- [DESCRIPTION OF THE TASK]: When you retype the entries, keep each one exact and leave out the pictures.

- [EXTRACTED RECORDS]:
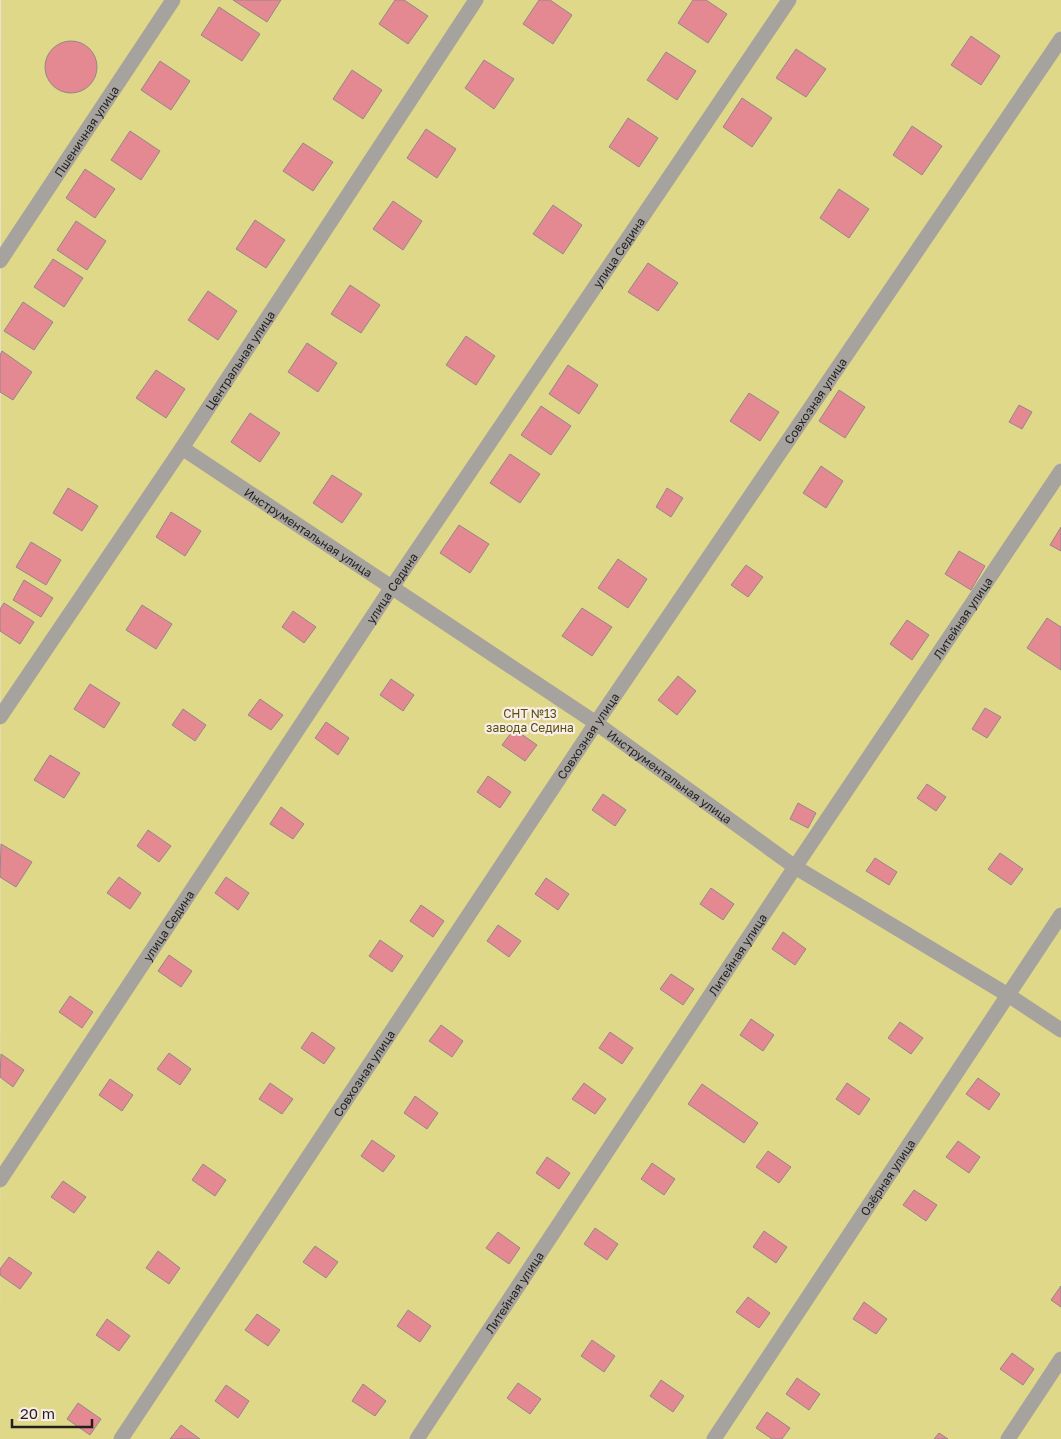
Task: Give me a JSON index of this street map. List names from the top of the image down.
{
  "streets": {
    "street": [
      "Пшеничная улица",
      "улица Седина",
      "Центральная улица",
      "Совхозная улица",
      "Инструментальная улица",
      "Литейная улица",
      "Озёрная улица"
    ]
  },
  "crossings": [
    ["улица Седина", "Инструментальная улица"],
    ["Центральная улица", "Инструментальная улица"],
    ["Совхозная улица", "Инструментальная улица"],
    ["Инструментальная улица", "Литейная улица"],
    ["Инструментальная улица", "Озёрная улица"]
  ],
  "parks": ["СНТ №13 завода Седина"],
  "scale_bar": "20 m"
}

- [ANSWER TO THIS EXERCISE]:
Task: Give me a JSON index of this street map. List names from the top of the image down.
{
  "streets": {
    "street": [
      "Пшеничная улица",
      "улица Седина",
      "Центральная улица",
      "Совхозная улица",
      "Инструментальная улица",
      "Литейная улица",
      "Озёрная улица"
    ]
  },
  "crossings": [
    ["улица Седина", "Инструментальная улица"],
    ["Центральная улица", "Инструментальная улица"],
    ["Совхозная улица", "Инструментальная улица"],
    ["Инструментальная улица", "Литейная улица"],
    ["Инструментальная улица", "Озёрная улица"]
  ],
  "parks": ["СНТ №13 завода Седина"],
  "scale_bar": "20 m"
}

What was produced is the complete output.